Facing 'Conundrum of First Impression,' Gilstrap Rejects Apple Plea to Delay Patent Trial
Apple had argued that COVID-19 conditions in Texas generally, and Marshall particularly, made bringing people from all over the country into the courthouse unsafe. But Gilstrap said the court is taking numerous precautions as it ramps up for the country's first patent jury trial since March, and said there's no reason to think conditions will get any better in the near future.
July 21, 2020 at 06:25 PM
4 minute read
Apple Inc. will stand trial for patent infringement starting Aug. 3, COVID-19 or no COVID-19.
So ruled Chief U.S. District Judge Rodney Gilstrap of the Eastern District of Texas on Tuesday, rejecting Apple's and its epidemiological expert's concern that a five-day jury trial would pose "an extraordinary risk" of spreading infection to the participants, "the surrounding community, and the communities to which the participants would be returning."
Gilstrap said he is taking numerous steps to mitigate risks in and around the courtroom. Ultimately, because the outlook for health risks is no better over the next six months, he agreed with plaintiff Optis Wireless Inc. that "on balance" moving forward is the better choice.
"The Court faces a conundrum of first impression," Gilstrap wrote in a nine-page order. "The task of balancing very real public health concerns against the right of the parties to resolve their far-reaching disputes is a challenge this Court has not sought and does not relish. However, as Robert Frost admonished in 'A Servant to Servants,' 'the best way out is always through.'"
Gilstrap has directed that all entrants to the courthouse be screened for COVID-19 risks and symptoms. Inside his courtroom, only three people per side will be permitted at counsel's table, eight jurors will be spread out in a jury box that can accommodate 14, surfaces will regularly be disinfected, and trial counsel and jurors will be directed to wear face shields.
Apple submitted a declaration from Robert Haley, chief of the Division of Epidemiology in the Department of Internal Medicine at the University of Texas Southwestern Medical Center in Dallas, saying that COVID-19 is on the rise in Harrison County, and the safety steps Gilstrap is taking, while helpful, won't be enough to keep everyone safe in the relatively confined Marshall courtrooms. He expressed particular concern about lawyers, paralegals, witnesses and corporate representatives coming together from all over the country for an indoor event.
"Not only would it be challenging to maintain social distance, but a trial, by its very nature, involves a large amount of speaking," Haley stated. "Speaking is one of the main ways that COVID-19 is transmitted from person to person, because COVID-19 spreads by aerosols."

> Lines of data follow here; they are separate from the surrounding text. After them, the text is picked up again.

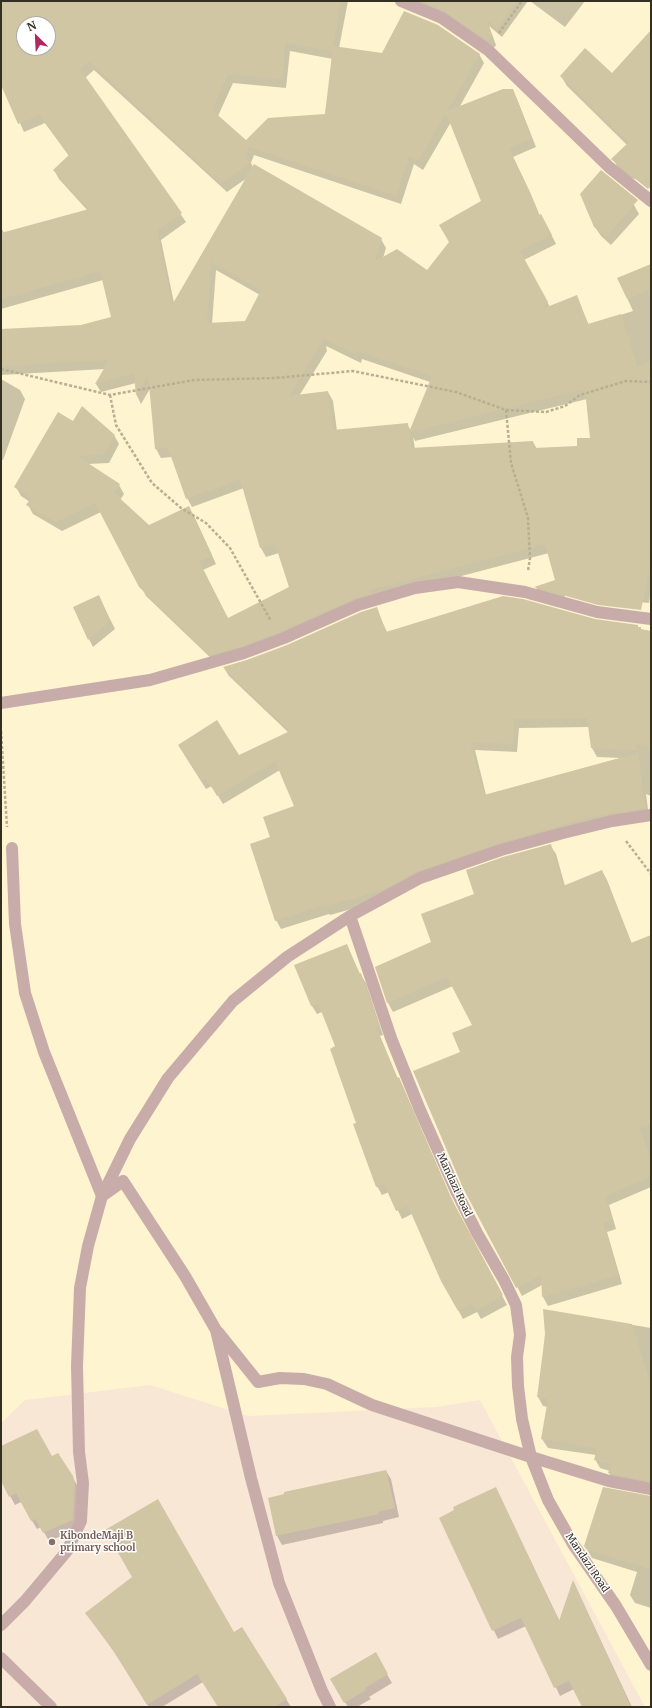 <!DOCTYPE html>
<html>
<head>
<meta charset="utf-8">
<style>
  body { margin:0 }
  #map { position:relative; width:652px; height:1708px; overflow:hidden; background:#fef4d0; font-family:Merriweather,serif }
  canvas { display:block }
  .frame { position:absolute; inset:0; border:2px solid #332f21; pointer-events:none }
  .north { position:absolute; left:16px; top:16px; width:40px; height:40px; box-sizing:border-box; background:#fff; border:1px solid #adaca6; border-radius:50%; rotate:336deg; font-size:11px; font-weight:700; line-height:16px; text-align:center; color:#332f21 }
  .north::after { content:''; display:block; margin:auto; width:14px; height:18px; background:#b12663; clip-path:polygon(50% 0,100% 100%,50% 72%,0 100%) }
</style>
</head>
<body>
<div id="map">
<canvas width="652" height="1708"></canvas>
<div class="frame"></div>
<div class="north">N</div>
</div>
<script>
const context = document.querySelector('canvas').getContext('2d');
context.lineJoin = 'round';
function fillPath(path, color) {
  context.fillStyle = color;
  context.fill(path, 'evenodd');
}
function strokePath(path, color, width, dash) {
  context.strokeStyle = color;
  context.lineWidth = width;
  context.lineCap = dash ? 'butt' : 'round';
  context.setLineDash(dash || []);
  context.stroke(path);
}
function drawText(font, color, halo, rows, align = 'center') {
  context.font = font + ' Merriweather,serif';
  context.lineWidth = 3;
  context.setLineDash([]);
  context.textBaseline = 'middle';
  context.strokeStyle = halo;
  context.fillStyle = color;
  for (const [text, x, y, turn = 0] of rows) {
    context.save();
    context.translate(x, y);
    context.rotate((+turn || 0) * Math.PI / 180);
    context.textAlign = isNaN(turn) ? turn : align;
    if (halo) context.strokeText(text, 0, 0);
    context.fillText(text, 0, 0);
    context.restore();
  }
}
fillPath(new Path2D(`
  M150 1385 248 1416 436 1407 480 1400 645 1707H1V1423L25 1400Z`), '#f9e7d6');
fillPath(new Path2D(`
  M1 1H348L339 48 383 54H479L484 63 459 108 512 90 517 99 536 147 513 157 530 192 540 216 546 224 556 244 524 260 550 307 576 296 589 325 633 311 618 278 651 265V590L649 603 565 595 564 602 540 596 536 587 557 581 549 553 374 599 216 663 146 596 101 512 62 531 33 514 28 505 30 502 21 496 16 487 73 423 114 435 119 444 109 463 88 464 119 485 124 494 120 500 148 526 194 516 216 564 203 570 228 619 290 588 279 553 266 557 261 548 244 488 192 507 187 498 172 457 161 458 156 449 151 387 141 404 137 396 136 383 101 392 96 384 105 369 1 375V330L81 326 112 318 103 280 1 309V227L4 233 88 211 59 179 54 170 69 156 45 123 24 132 1 82ZM24 24H48V48H24ZM290 51 333 59 325 115 246 142 218 116 233 83 286 88ZM94 70 227 192 247 178 174 303 161 240 186 222 85 78ZM451 122 482 202 427 271 383 258 386 248 381 239 253 167 251 163 254 155 401 204 414 164 423 170ZM216 270 260 295 245 322 212 324ZM326 346 361 363 362 359 430 382 411 431 407 424 337 431 333 401 328 392 299 396 327 351ZM587 399 591 439 578 447 537 449 533 442 415 449 413 437 415 441Z
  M415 1H528L502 37 489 26 496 45 493 49Z
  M530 1H585L565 27Z
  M651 50V183L627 177 619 169 613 159 627 145 567 86 561 76 612 74Z
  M599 174 634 205 639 214 611 245 601 236 595 227Z
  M1 379 20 390 25 399 3 460 1 459Z
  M99 597 115 629 93 647 89 639Z
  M376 608 387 632 651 636V796L646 794 649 817 599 825 423 880 387 899 330 915 329 914 281 929 276 920 271 837 295 806 280 770 223 804 212 786 206 789 184 754 239 756 289 733 229 676 224 668 287 646ZM589 727 592 748 597 757 621 758 486 795 475 750 517 752 519 728Z
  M550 845 556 854 565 886 602 871 607 880 632 944 651 936V1187L609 1205 616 1229 607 1232 622 1284 548 1306 543 1297 542 1285 522 1296 464 1187 461 1052 474 1026 453 986 393 1012 388 1003 376 967 432 942 475 894Z
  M347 945 360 974 366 983 383 1035 380 1036 398 1079 403 1087 454 1204 507 1305 481 1319 477 1312 463 1319 442 1280 412 1214 402 1219 389 1192 382 1195 377 1186 358 1123 337 1047 322 1012 317 1014 312 1006 296 965Z
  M544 1310 651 1328V1489L614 1481 609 1473 610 1471 600 1468 595 1459 596 1455 548 1448 542 1439 548 1407 543 1406 538 1397 546 1334Z
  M1 1451 52 1458 72 1477 78 1486V1529L49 1541 41 1527 37 1529 21 1502 15 1505 1 1479Z
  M386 1471 391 1479 399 1517 383 1521V1523L282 1545 277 1536 269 1499Z
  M500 1497 560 1622 577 1590 632 1707H583L574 1689 560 1696 526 1626 498 1639 440 1518Z
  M651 1497V1608L635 1603 630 1595 637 1572 592 1558 585 1546Z
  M86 1613 234 1633 242 1628 291 1707H219L203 1682 162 1707H149L117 1656Z
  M375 1653 392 1683 369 1697 371 1699 357 1707H348L331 1679Z`), '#0003');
fillPath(new Path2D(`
  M1 1H341L332 51 285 42 282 79 228 74 212 110 246 140 268 118 325 114 333 46 382 53 404 11 438 25 480 54 447 111 503 89H513L532 138 509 148 525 182 539 215 541 214 552 235 520 251 548 302 542 309 577 295 588 324 621 314 637 367 651 362V534L648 556 651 557 641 610 598 605 534 587 555 580 545 544 370 590 371 593 355 598 281 631 242 646 210 655 139 587 95 503 56 522 26 505 31 498 14 487 58 412 73 421 82 406 115 435 104 454 77 456 120 484 114 493 149 525 189 506 212 555 199 561 228 618 289 587 275 544 260 548 240 479 186 499 168 448 155 449 148 374 136 396 134 373 95 384 109 360 1 366V329L81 325 111 317 100 271 1 299V233L89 209 53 170 69 155 39 115 18 124 1 85ZM24 24H48V48H24ZM89 61 221 184 251 162 244 158 249 147 396 196 409 156 418 161 446 113 481 201 439 225 449 242 427 270 397 249 374 262 382 238 254 164 172 305 157 231 182 213 80 69ZM211 262 261 290 245 321 207 323ZM322 338 355 354 357 351 432 376 409 432 585 389 590 438H577V446L534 448 533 441 411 448 408 423 333 430 328 391 288 396 322 342Z
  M421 1H517L497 29 486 19 492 35 488 41 446 12Z
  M651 30V186L648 189 611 159 629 142 560 76 585 48 612 73Z
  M601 170 638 200 606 237 594 227 580 194Z
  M651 264V289L627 299 617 278Z
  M99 595 110 620 88 640 73 607Z
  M503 596 523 599 595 619 638 625V627H641V629L651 631V747L636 744 637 750 591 748 587 718 514 719 513 744 470 742 484 795 638 753 645 808 594 816 499 843 418 871 381 890 324 907 323 905 275 921 250 844 270 837 263 817 294 806 275 761 217 796 206 778 201 781 178 745 217 720 239 755 290 731 223 667 247 660 287 645 361 612 377 607 386 632Z
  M551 844 563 886 602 870 631 943 651 935V1124L639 1126 651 1161V1176L605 1196 612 1220 603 1223 618 1275 542 1297 541 1275 516 1288 463 1188 413 1071 460 1052 452 1033 472 1025 447 977 387 1003 375 967 431 942 421 914 474 894 466 870 503 857Z
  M347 944 359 974 361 973 379 1026 376 1027 397 1078 399 1077 449 1194 503 1295 476 1311 472 1303 458 1311 441 1281 408 1206 396 1211 384 1184 376 1187 353 1124 356 1123 330 1049 335 1046 318 1003 311 1006 294 965Z
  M543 1309 632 1324 651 1387V1481L608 1473 611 1464 594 1460 597 1448 541 1439 548 1399 537 1397 543 1351 545 1334Z
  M37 1429 52 1456 58 1453 73 1476 75 1483 73 1520 43 1533 35 1519 31 1521 16 1493 9 1497 1 1481V1446Z
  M386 1470 395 1508 378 1512 379 1514 276 1536 268 1498 284 1494V1492Z
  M496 1487 559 1621 573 1580 631 1707H582L569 1681 554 1688 521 1618 492 1631 439 1518 454 1510 453 1507Z
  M603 1487 651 1496V1569L586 1549 584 1546Z
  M158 1499 234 1632 242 1627 287 1699 275 1707H218L197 1674 147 1705 111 1647 85 1613 132 1577 105 1530Z
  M376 1652 388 1674 365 1688 366 1690 344 1703 330 1679Z`), '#d0c6a3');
strokePath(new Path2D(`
  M499 33 522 1
  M1 369 110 395 194 380 275 378 353 371 456 392 506 410 546 412 565 406 580 395 626 381 651 382
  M110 395 116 425 152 483 181 508 206 523 230 548 271 621
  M506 410 511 463 528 518 530 558 528 571
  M1 731 7 827
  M626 841 651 874`), '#b7af92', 2.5, [3, 2]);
strokePath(new Path2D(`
  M1 1625 25 1601 67 1551 81 1521 83 1483 79 1452 77 1366 80 1288 88 1246 102 1196
  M1 1658 51 1707`), '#c8aca9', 12);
strokePath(new Path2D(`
  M401 1 442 18 488 50 609 167 651 201
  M1 703 150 680 244 653 284 638 358 605 415 588 458 582 525 592 597 612 651 619
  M12 848 15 924 25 993 44 1052 102 1196 123 1181 185 1276 216 1330 251 1478 279 1583 322 1691 330 1707
  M350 916 391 1038 420 1110 456 1191 477 1233 504 1280 516 1305 520 1335 517 1357 518 1386 522 1419 531 1457 548 1500 573 1544 616 1606 651 1665
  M103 1194 130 1139 168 1078 233 1001 287 957 350 916 420 878 501 850 563 833 612 821 651 815
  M218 1332 258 1382 280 1378 304 1379 327 1384 372 1405 531 1457 609 1481 651 1489`), '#c8aca9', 12);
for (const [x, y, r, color] of [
  [52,1542,4,"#8d6e63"]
]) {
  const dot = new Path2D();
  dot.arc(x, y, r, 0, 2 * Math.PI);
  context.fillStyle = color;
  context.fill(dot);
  strokePath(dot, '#fff', 1.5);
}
drawText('10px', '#332f21', '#fff', [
  ["Mandazi Road",454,1185,65],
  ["Mandazi Road",587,1563,56]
]);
drawText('bold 10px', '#785e54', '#fff', [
  ["KibondeMaji B",60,1536],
  ["primary school",60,1548]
], 'left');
</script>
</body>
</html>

Optis is represented by Irell & Manella and McKool Smith. It accuses Apple of refusing to pay reasonable royalties for standard-essential LTE patents.

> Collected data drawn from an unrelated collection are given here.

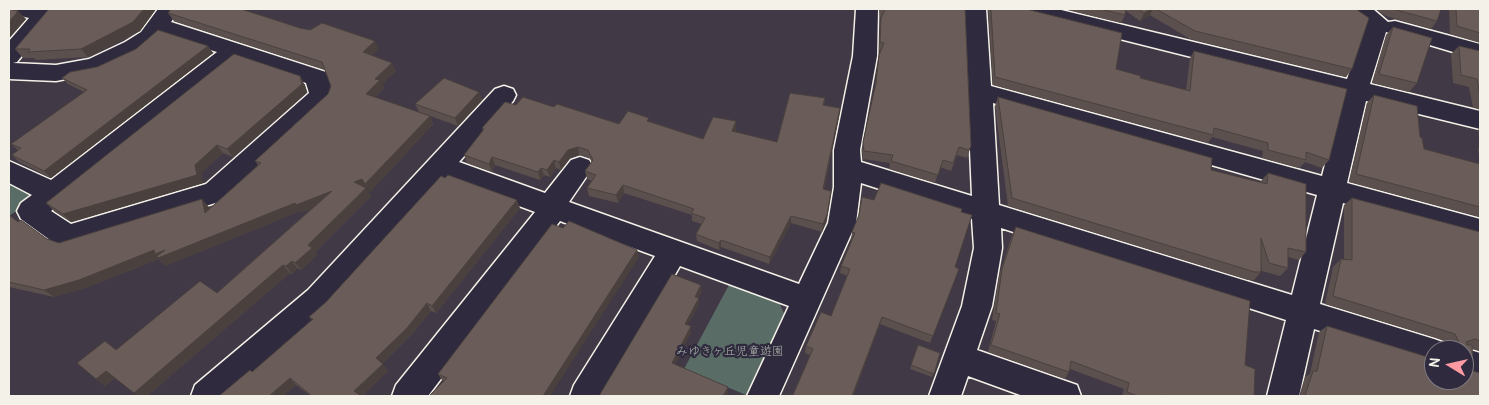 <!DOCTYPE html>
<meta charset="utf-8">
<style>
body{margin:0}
#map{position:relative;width:1489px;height:405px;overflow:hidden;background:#413945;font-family:Pangolin,sans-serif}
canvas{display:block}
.frame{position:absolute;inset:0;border:10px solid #f4f1e8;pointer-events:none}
.north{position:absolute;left:1424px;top:340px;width:50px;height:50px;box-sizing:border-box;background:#2f2a3d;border:1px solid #7e7a81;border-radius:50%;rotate:279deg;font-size:14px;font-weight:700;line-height:20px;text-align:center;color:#f4f1e8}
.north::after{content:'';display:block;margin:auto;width:18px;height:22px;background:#ff9aa2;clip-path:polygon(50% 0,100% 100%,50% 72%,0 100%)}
</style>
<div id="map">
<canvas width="1489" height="405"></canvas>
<div class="frame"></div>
<div class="north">N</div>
</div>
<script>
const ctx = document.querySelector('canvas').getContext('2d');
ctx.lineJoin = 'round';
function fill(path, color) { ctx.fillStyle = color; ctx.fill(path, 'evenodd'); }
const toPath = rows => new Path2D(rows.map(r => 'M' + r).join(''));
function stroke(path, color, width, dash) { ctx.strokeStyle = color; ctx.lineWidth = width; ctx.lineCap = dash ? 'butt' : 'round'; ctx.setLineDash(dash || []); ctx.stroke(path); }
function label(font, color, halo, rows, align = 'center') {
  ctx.font = font + ' Pangolin,"Klee One",sans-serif'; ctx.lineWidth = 4.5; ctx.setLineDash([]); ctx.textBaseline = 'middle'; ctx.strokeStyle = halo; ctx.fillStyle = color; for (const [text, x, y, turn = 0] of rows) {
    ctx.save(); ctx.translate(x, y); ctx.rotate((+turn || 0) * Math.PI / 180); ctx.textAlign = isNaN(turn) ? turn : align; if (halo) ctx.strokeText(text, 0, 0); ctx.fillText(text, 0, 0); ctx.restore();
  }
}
fill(toPath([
 [9,182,38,196,9,216],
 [730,283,779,302,785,316,746,395,684,369]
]), '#596c65');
const minor = toPath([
 [9,9,52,9,56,14,17,62,13,63,56,65,89,59,125,42,141,32,158,9,180,9,171,22,326,72,334,95,331,101,225,200,67,249,57,245,21,219,17,211,21,203,32,195,9,183,9,161,51,180,217,52,162,35,157,42,141,54,102,72,56,81,9,79,9,41,29,18,12,14,9,9],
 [239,60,306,83,309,93,206,184,71,224,51,211,239,60],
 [856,9,878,9,877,56,860,150,861,162,972,196,964,9,986,9,991,86,1322,176,1343,95,1028,16,1020,14,1017,9,1057,9,1347,79,1365,25,1350,14,1347,9,1373,9,1388,22,1395,21,1480,44,1480,60,1386,32,1370,84,1480,111,1480,129,1366,101,1347,183,1480,219,1480,241,1343,203,1320,304,1434,339,1445,343,1448,350,1434,350,1434,367,1314,329,1299,396,1267,396,1286,320,1001,228,1002,248,992,306,977,350,1077,385,1081,396,1023,396,968,376,961,396,929,396,962,306,974,248,972,219,861,183,856,223,779,396,747,396,789,306,680,266,604,396,570,396,574,385,655,256,560,221,428,396,392,396,396,385,535,212,444,178,330,308,230,396,191,396,195,385,308,290,495,89,504,86,513,89,516,95,513,101,459,162,545,193,571,160,580,157,589,160,593,167,569,202,799,284,828,223,834,187,834,150,853,56,856,9],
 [993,103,1317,195,1292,295,999,205,993,103],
 [1464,348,1480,353,1480,381,1464,376,1464,350,1458,350,1464,348]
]);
stroke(minor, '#f4f1e8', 3);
fill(minor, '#2f2a3d');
fill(toPath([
 [49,9,156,9,140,31,88,57,36,60,34,58,23,58,15,49],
 [879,9,965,9,971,146,967,158,957,155,951,171,940,167,935,183,889,169,890,163,863,159,862,150,875,87,879,55,881,51,879,50,880,26,881,17,880,17],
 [986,9,1026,9,1116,69,1140,78,1186,90,1190,58,1194,51,1329,160,1322,168,1305,162,1299,168,1262,158,1263,151,1212,137,1208,143,993,85,988,9],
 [1064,9,1356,9,1352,69,1346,77,1190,39,1150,15,1140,21,1126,11,1125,15,1121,23],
 [1375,9,1441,9,1437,21,1431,29,1386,16],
 [1449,9,1480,9,1480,43,1450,34],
 [168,13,300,28,379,49,372,55,396,71,382,84,384,88,375,97,419,112,415,104,479,92,482,100,458,126,430,116,433,124,370,192,367,187,365,188,366,188,371,196,315,252,317,255,301,270,297,268,292,274,290,273,147,396,139,396,115,378,105,386,96,379,116,350,217,293,312,208,301,213,300,211,165,266,159,259,88,287,54,297,9,287,9,215,18,222,47,239,59,243,209,207,209,209,258,165,255,161,328,94,331,86,325,70,174,21],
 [1393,27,1417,83,1409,92,1372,83,1386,35],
 [208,46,213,53,51,178,19,162,12,155,18,150,11,144,84,92,68,84,62,78],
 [1459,46,1480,51,1480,110,1473,107,1469,87,1453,83,1451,54],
 [300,76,304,84,307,92,233,157,223,153,201,173,203,183,71,222,54,211,46,203],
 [1374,95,1420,137,1424,149,1480,164,1480,217,1349,182,1367,103],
 [998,97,1211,170,1261,183,1261,181,1268,173,1306,252,1299,260,1288,257,1288,268,1280,276,1262,271,1261,267,1261,272,1254,280,1248,280,1008,206,995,106],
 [825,98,824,105,839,116,824,189,826,222,822,232,791,223,769,264,721,247,719,250,697,241,696,234,702,224,692,221,692,215,624,193,618,203,589,196,587,188,592,181,587,179,585,171,592,162,590,158,579,155,570,158,561,170,556,168,550,177,544,175,540,180,495,165,492,172,467,163,464,155,483,131,482,128,516,105,554,107,619,124,649,121,703,139,736,121,736,129,735,132,777,142],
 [1480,128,1480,144,1478,130],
 [1480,147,1480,162,1478,149],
 [862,197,874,200,961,212,955,267,959,269,930,343,880,324,853,396,790,396,793,395,810,355,805,353,806,346,831,316,847,276,840,273,841,266,852,240,851,240,852,232,859,217],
 [1352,198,1480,232,1480,351,1472,349,1473,371,1480,396,1299,396,1305,377,1310,374,1319,332,1327,326,1434,380,1464,350,1439,350,1446,345,1447,345,1446,341,1325,304,1333,267,1341,259,1344,260,1344,205],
 [520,208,436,313,431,311,411,335,382,364,388,371,362,396,311,396,296,385,283,396,219,396,252,372,312,320,309,317],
 [1016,227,1245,365,1254,396,1122,396,1124,389,1070,369,1069,372,1065,379,988,352,996,321,992,320,999,276,1012,235],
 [563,228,637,250,639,257,444,381,442,380,438,374],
 [918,345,940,353,932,377,910,369]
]), '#5b504d');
fill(toPath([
 [144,9,156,9,140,31,88,57,81,49],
 [1151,9,1153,9,1150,15,1140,21,1144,13],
 [18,11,26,19,9,38,9,22],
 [375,41,379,49,367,60,363,52],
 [208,46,213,53,51,178,44,171],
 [392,63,396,71,382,84,384,88,370,102,366,94,375,79],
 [300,76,304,84,307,92,233,157,227,149],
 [479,92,482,100,458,126,455,118],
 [840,108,839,116,822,197,823,189],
 [430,116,433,124,370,192,365,184],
 [736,121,736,129,732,139,732,131],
 [217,145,223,153,201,173,203,183,71,222,63,214,195,165],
 [578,147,579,155,570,158,561,170,559,162,568,150],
 [492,157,495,165,492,172,489,164],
 [554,160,556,168,550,177,547,170],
 [541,168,544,175,540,180,538,172],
 [362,179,367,187,359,190,354,182],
 [623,185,624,193,618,203,616,195],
 [366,188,371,196,315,252,317,255,301,270,295,263,308,245],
 [332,191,337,199,301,213,300,211,165,266,159,259,88,287,54,297,44,290,154,250],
 [831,191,826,222,822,232,823,224],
 [202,199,209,207,212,221,205,213],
 [517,200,520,208,436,313,432,306],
 [791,216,791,223,769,264,770,257],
 [721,240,721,247,719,250,719,243],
 [637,250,639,257,550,396,543,396],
 [292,261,297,268,292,274,286,266],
 [283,265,290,273,147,396,139,396,134,393],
 [701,285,702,292,695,304,695,297],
 [699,298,699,305,685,330,685,324],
 [427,303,431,311,411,335,381,365,376,358],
 [882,317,880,324,853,396,852,396],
 [691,326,691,333,673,369,672,363],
 [383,364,388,371,362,396,358,396,354,391],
 [106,371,116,377,105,386,96,379],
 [290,378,296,385,283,396,269,396],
 [728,387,728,394,727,396,723,396]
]), '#4a413e');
const building = toPath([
 [9,9,18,11,9,22,9,9],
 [49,9,144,9,133,22,81,49,28,52,30,49,15,49,49,9],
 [171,9,241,9,300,28,310,30,322,23,375,41,363,52,392,63,375,79,380,80,366,94,430,116,365,184,362,179,354,182,366,188,308,245,312,248,295,263,292,261,286,266,283,265,134,393,106,371,96,379,77,363,105,341,116,350,200,281,217,293,332,191,296,205,295,203,158,258,157,256,165,250,155,254,154,250,79,280,44,290,9,282,9,215,18,222,21,220,47,239,59,243,202,199,205,213,261,163,255,161,328,94,331,86,322,62,168,13,171,9],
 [881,9,965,9,971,146,969,150,959,147,953,163,943,160,938,175,891,161,893,155,864,151,863,142,876,83,879,55,884,43,880,42,881,18,885,10,881,9],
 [991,9,1026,9,1122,33,1116,69,1141,76,1140,78,1190,91,1194,51,1347,89,1329,160,1306,152,1306,160,1268,150,1268,143,1214,128,1213,135,995,77,991,9],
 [1100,9,1126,9,1125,15,1100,9],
 [1138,9,1151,9,1144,13,1138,9],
 [1156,9,1356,9,1369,18,1352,69,1195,31,1156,9],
 [1393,9,1441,9,1437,21,1393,9],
 [1456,9,1480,9,1480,33,1457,26,1456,9],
 [1393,27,1432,38,1417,83,1379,74,1393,27],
 [158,30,208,46,44,171,12,155,21,148,11,144,87,90,62,78,70,72,97,67,136,49,158,30],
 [1459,46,1480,51,1480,96,1477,79,1461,75,1459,46],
 [234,54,300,76,302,84,227,149,217,145,195,165,197,175,63,214,46,203,234,54],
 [444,78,479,92,455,118,415,104,444,78],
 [790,93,825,98,823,105,840,108,823,189,831,191,827,215,823,224,791,216,770,257,721,240,719,243,696,234,705,218,691,213,694,209,623,185,616,195,587,188,596,175,585,171,593,160,588,150,578,147,568,150,559,162,554,160,547,170,541,168,538,172,492,157,489,164,464,155,484,129,482,128,505,102,516,105,523,97,554,107,557,104,619,124,628,111,649,118,647,121,703,139,713,117,736,121,732,131,777,142,790,93],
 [1374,95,1417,106,1420,137,1422,138,1424,149,1480,164,1480,207,1356,174,1374,95],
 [998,97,1212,158,1211,170,1267,184,1268,173,1306,184,1306,252,1288,248,1288,268,1269,263,1261,238,1261,272,1255,272,1012,198,998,97],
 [448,175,517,200,432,306,427,303,407,328,376,358,383,364,354,391,361,396,312,396,290,378,269,396,219,396,250,370,252,372,313,319,309,317,326,302,441,176,445,178,448,175],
 [881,183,962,209,961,212,972,215,955,267,959,269,933,336,882,317,852,396,790,396,791,394,793,395,813,349,806,346,821,312,831,316,850,269,841,266,855,233,852,232,859,215,862,197,874,200,881,183],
 [1352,198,1480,232,1480,341,1475,339,1466,342,1467,345,1472,345,1473,371,1480,373,1480,396,1305,396,1313,371,1317,371,1327,326,1434,359,1434,380,1464,380,1464,350,1446,350,1446,345,1460,344,1455,334,1333,296,1341,259,1352,260,1352,198],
 [569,221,637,250,543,396,429,396,447,378,438,374,552,224,563,228,569,221],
 [1016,227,1250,301,1245,365,1255,369,1254,396,1170,396,1166,395,1166,396,1138,396,1127,392,1129,383,1071,361,1069,372,991,345,1000,314,996,313,1002,269,1016,227],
 [672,274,701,285,695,297,699,298,685,324,691,326,672,363,728,387,723,396,599,396,672,274],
 [918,345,940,353,934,374,911,365,918,345]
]);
fill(building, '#6a5d59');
stroke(building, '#4a413e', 1);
label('12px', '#aeb5ad', '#2f2a3d', [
 ["みゆきヶ丘児童遊園",730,352]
]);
</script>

Optis says Apple has repeatedly tried to delay the trial, and cautioned that the health outlook will likely be worse, not better, in two months. "Apple hired a doctor to tell the Court to wait to start holding trials until flu seasons starts in the United States," Optis argued in a brief signed by McKool partner Samuel Baxter, "and when independent modeling predicts virus infections and deaths will increase."
Optis also argued that Apple had no right to decide for the citizens of the Eastern District when they can exercise their constitution duty to sit on juries, an argument Apple called "odd" during a flurry of weekend filings that Gilstrap said wasn't authorized.
Apple also argued that "the assertion that the situation could grow worse in two months is not evidence that it is safe to hold a trial today."
The clincher for Gilstrap appeared to be Haley's failure to speculate as to when pandemic conditions might improve. "The Court assumes he does not know and has no way to know," Gilstrap wrote.
Therefore, he wrote, the best course is to proceed while taking safety precautions, "to produce a just, speedy resolution to the parties' disputes while reasonably safeguarding the public health.
"The unpredictability of the state of the pandemic in the future means that a continuance now will result in a delay of many months or even years," Gilstrap wrote. "Nothing in Apple's request assures the Court of anything more than a lengthy, protracted delay, which will simply guarantee material prejudice to all parties."
Optis also accused Apple of interfering with jurors' rights to sit in judgment.